Indiana University Bloomington

Informatics I529
Machine Learning In Bioinformatics

Contact: Haixu Tang
Offered: Spring, Every Year
Capacity: 35
Pre-Requisites: INFO-I519 or equivalent.
Algebra Required: Basics.
Calculus Required: Basics.
Contact Person for Authorization: Haixu Tang
Instructor: Haixu Tang
Days Per Week Offered: Two lectures and one lab every week
Syllabus: No Syllabus Avaliable
Keywords: Bioinformatics, hidden Markov model, Bayesian network, Expectation-Maximization algorithm, MCMC.
Description: Machine learning techniques have been successful in analyzing biological data because of their capabilities in handling noisy data noise and in generalization. In this class, we will learn basics about probabilistic models and machine learning techniques. We will focus on probabilistic models (Markov models, hidden Markov models, and Bayesian networks) for biological sequence analysis and systems biology. Other machine learning techniques, such as Naive Bayes, neural networks and support vector machines will only be covered briefly.
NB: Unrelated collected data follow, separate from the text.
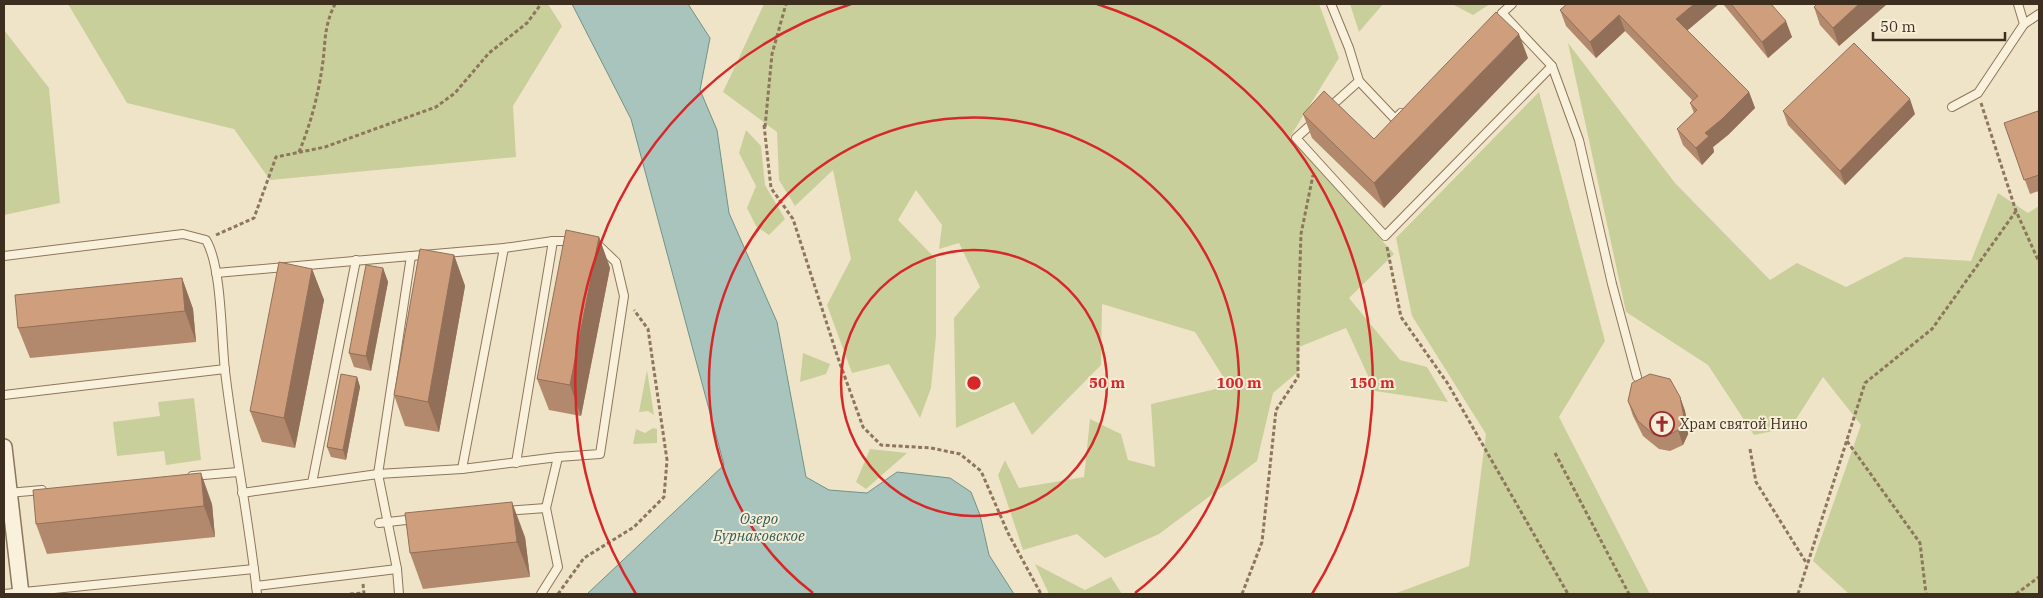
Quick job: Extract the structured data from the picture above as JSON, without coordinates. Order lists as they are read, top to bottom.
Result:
{
  "water": ["Озеро Бурнаковское"],
  "places": {
    "church": ["Храм святой Нино"]
  },
  "scale_bar": "50 m",
  "rings": ["50 m", "100 m", "150 m"]
}
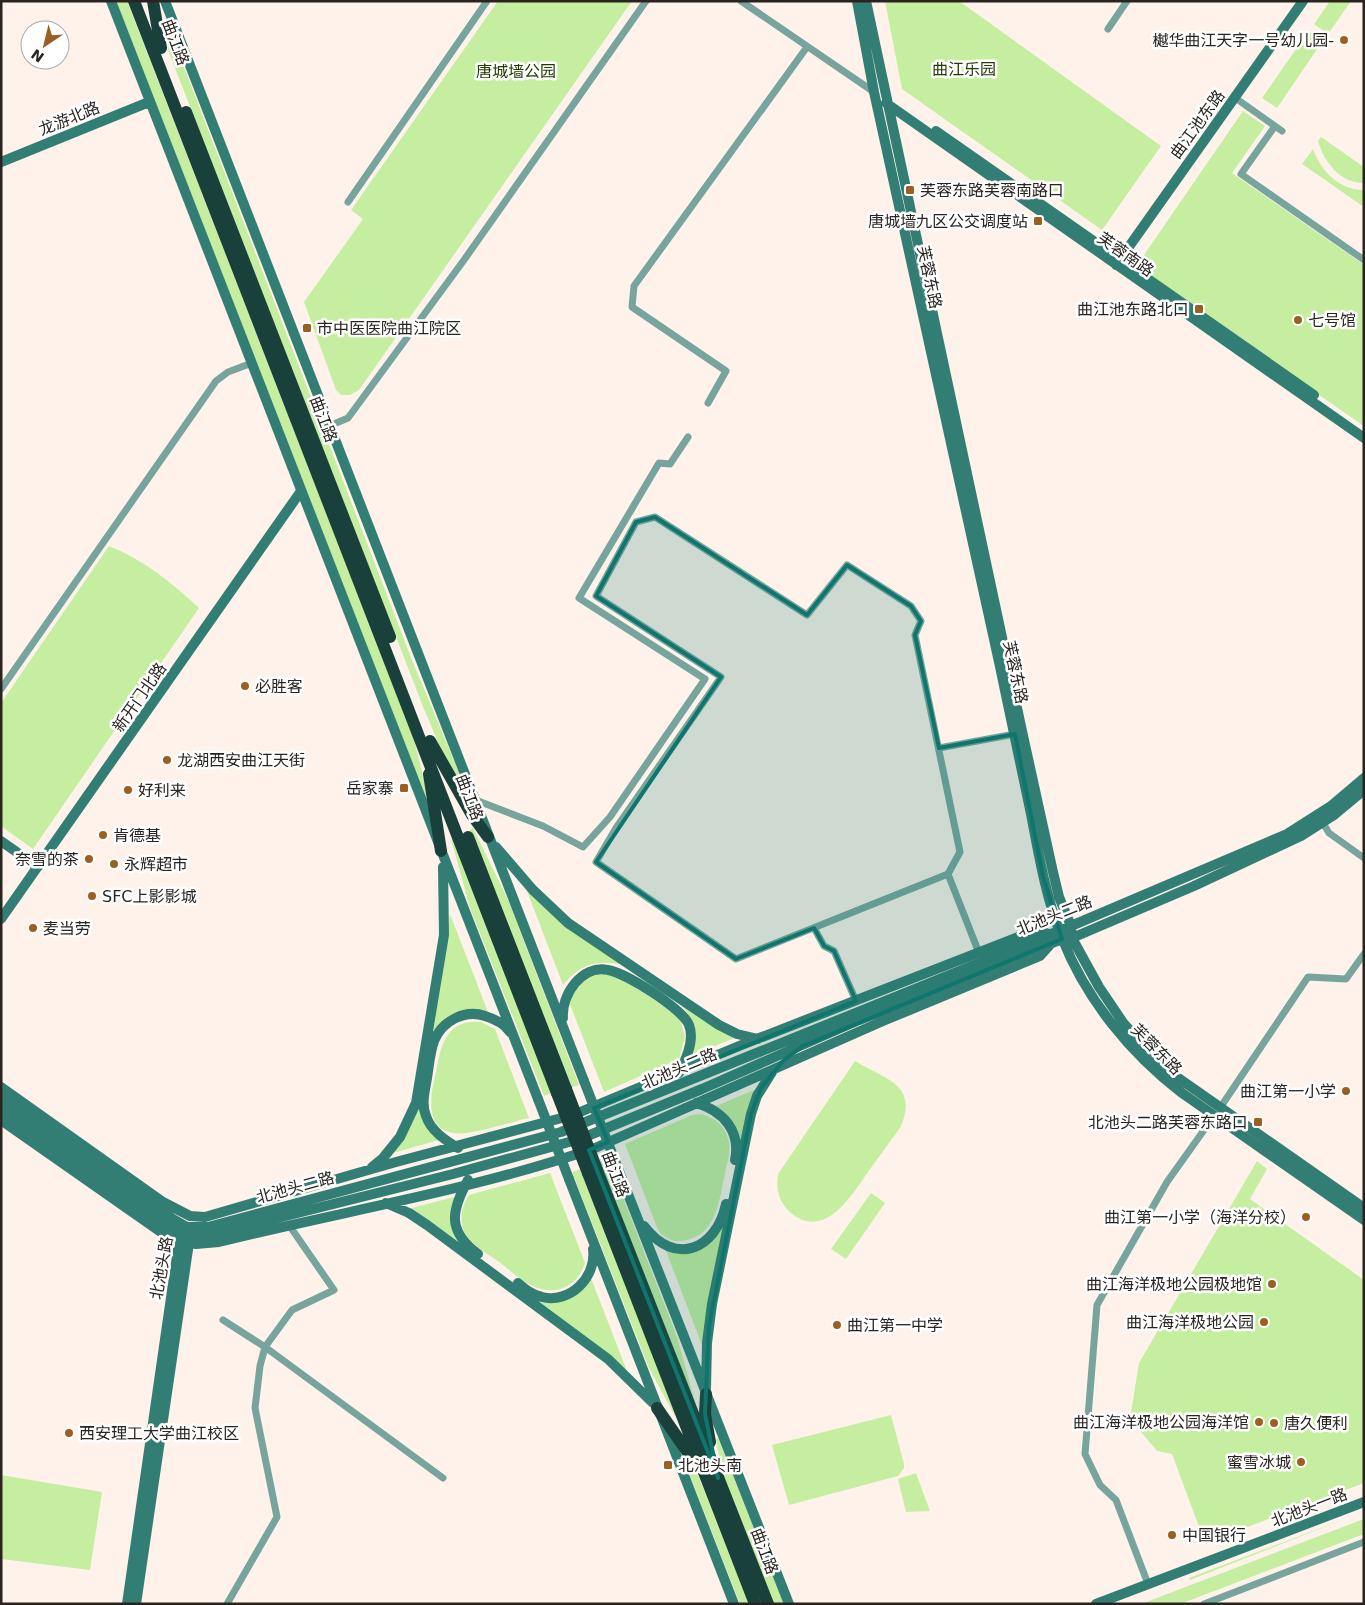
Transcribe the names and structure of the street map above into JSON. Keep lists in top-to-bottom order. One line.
{"streets":{"highway":["曲江路"],"main road":["龙游北路","曲江池东路","芙蓉南路","芙蓉东路","新开门北路","北池头二路","北池头路","北池头一路"]},"crossings":[["曲江池东路","芙蓉南路"],["芙蓉南路","芙蓉东路"],["芙蓉东路","北池头二路"],["北池头二路","北池头路"]],"parks":["曲江乐园","唐城墙公园"],"places":{"other":["樾华曲江天字一号幼儿园-","七号馆","必胜客","龙湖西安曲江天街","好利来","肯德基","奈雪的茶","永辉超市","SFC上影影城","麦当劳","曲江第一小学","曲江第一小学（海洋分校）","曲江海洋极地公园极地馆","曲江海洋极地公园","曲江第一中学","曲江海洋极地公园海洋馆","唐久便利","西安理工大学曲江校区","蜜雪冰城","中国银行"],"transit":["芙蓉东路芙蓉南路口","唐城墙九区公交调度站","曲江池东路北口","市中医医院曲江院区","岳家寨","北池头二路芙蓉东路口","北池头南"]},"north":"bottom left"}
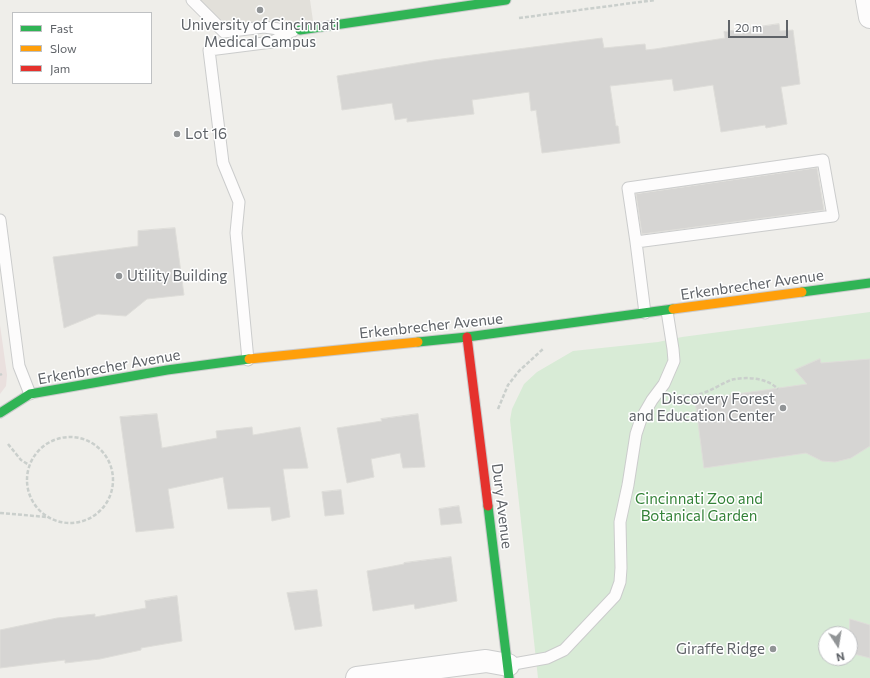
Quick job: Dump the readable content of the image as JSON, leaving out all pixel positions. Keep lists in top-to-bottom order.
{
  "streets": {
    "street": ["Erkenbrecher Avenue", "Dury Avenue"]
  },
  "crossings": [
    ["Erkenbrecher Avenue", "Dury Avenue"]
  ],
  "parks": ["Cincinnati Zoo and Botanical Garden"],
  "places": [
    "University of Cincinnati Medical Campus",
    "Lot 16",
    "Utility Building",
    "Discovery Forest and Education Center",
    "Giraffe Ridge"
  ],
  "legend": ["Fast", "Slow", "Jam"],
  "scale_bar": "20 m",
  "north": "bottom"
}
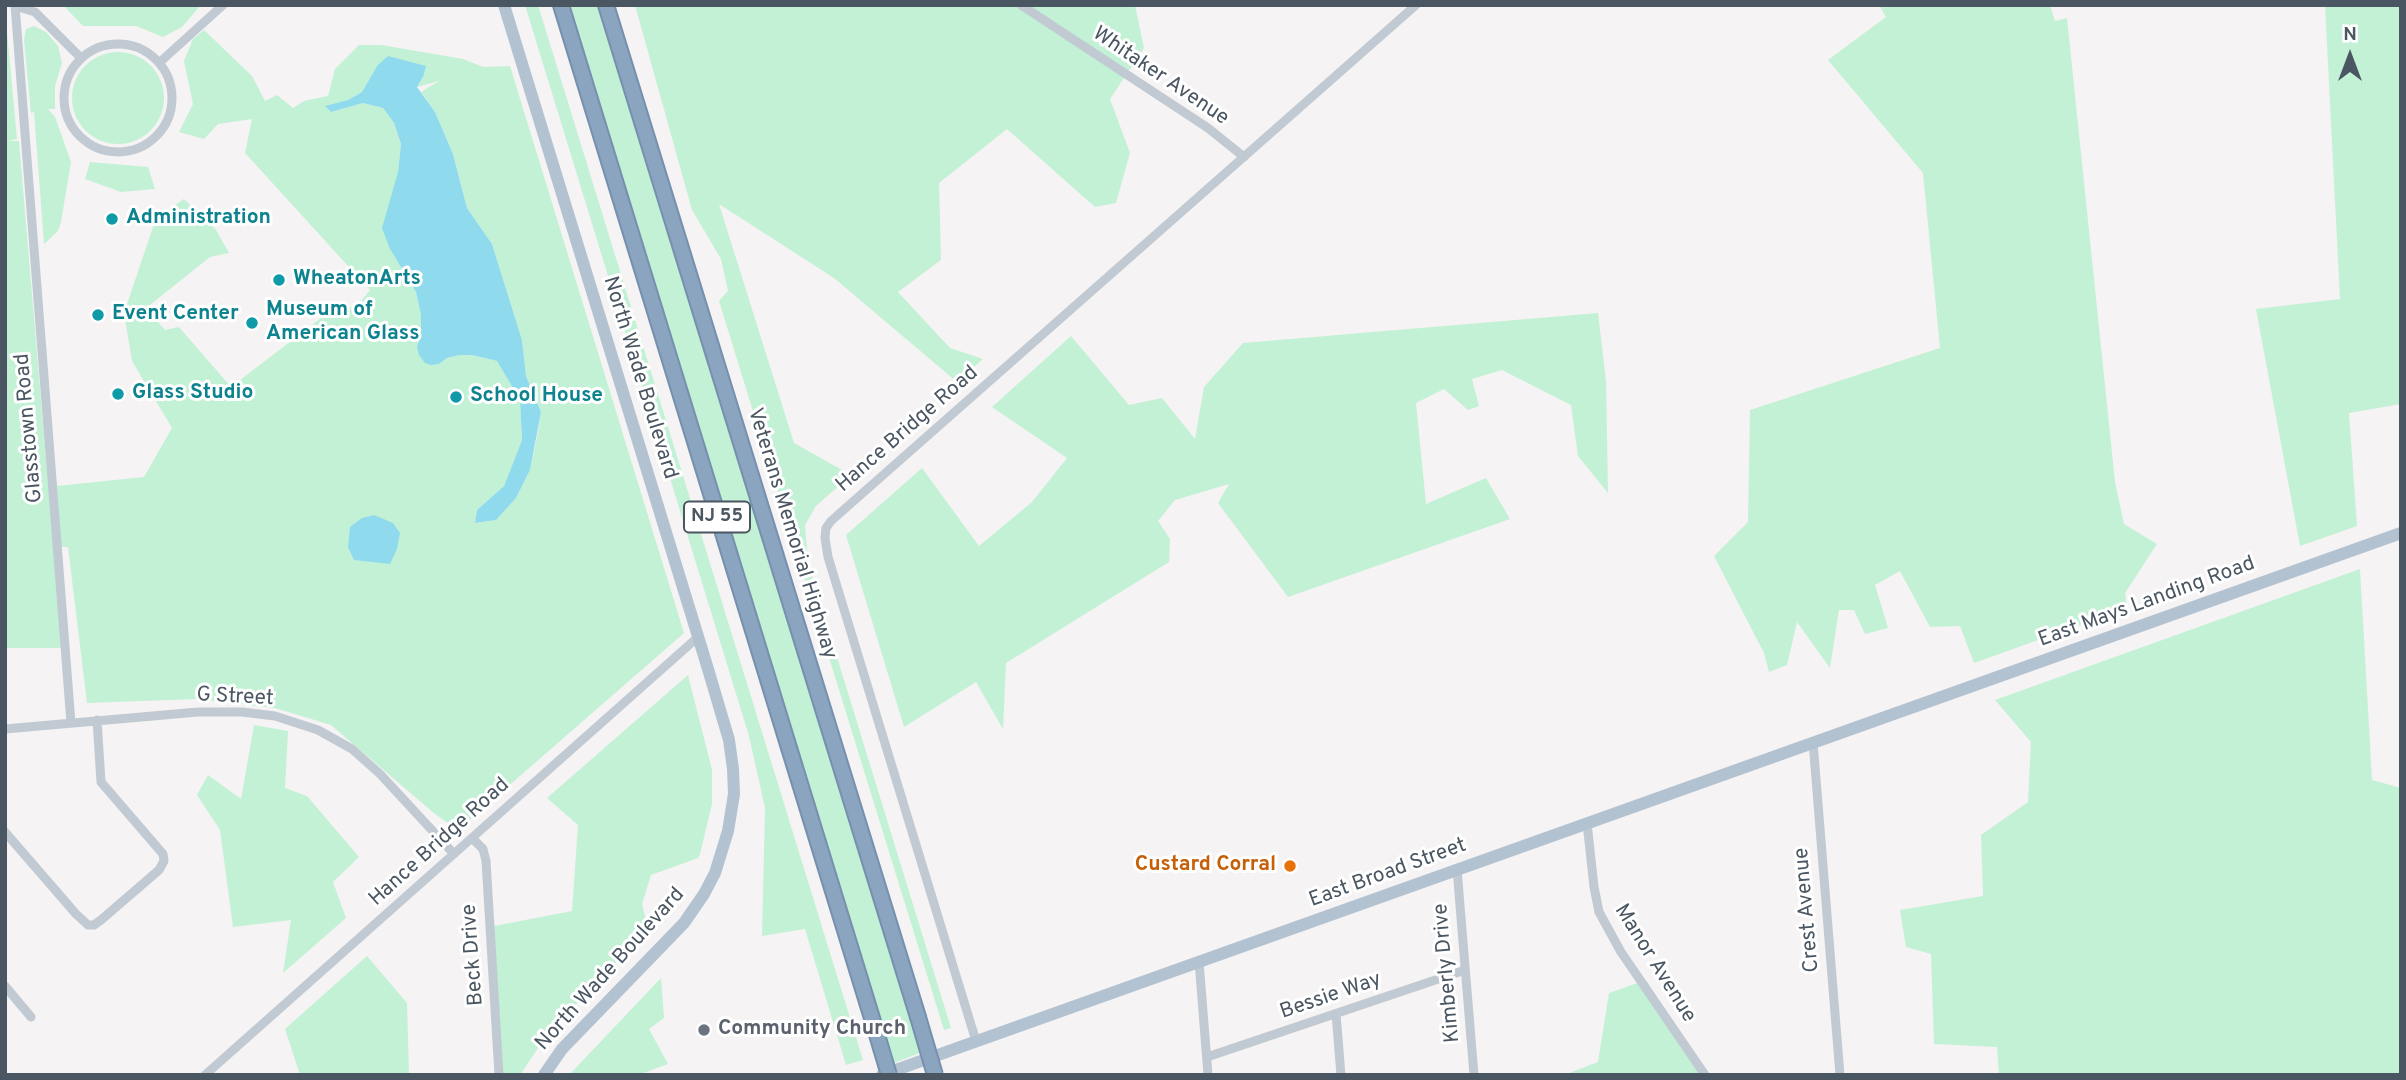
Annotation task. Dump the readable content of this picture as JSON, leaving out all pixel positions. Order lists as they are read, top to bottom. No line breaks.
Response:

Books: Richard Durbin, Sean R. Eddy, Anders Krogh, and Graeme Mitchison, Biological Sequence Analysis: Probabilistic Models of Proteins and Nucleic Acids, Cambridge University Press, 1999.
Applied/Theoretical: Balanced.
Formal Computing Lab: Yes
Software: C/C++, Python
How Software is Used: For data analysis and visualization.
Problem Sets: 5 home assignments, including 3-4 programming assignments.
Data Analysis: Several small projects and one group project requring analyzing large biological datasets.
Presentation: Required for the final group project.
Exams: One midterm and one final.
Comments: The students are required to implement algorithms in C/C++ or Python.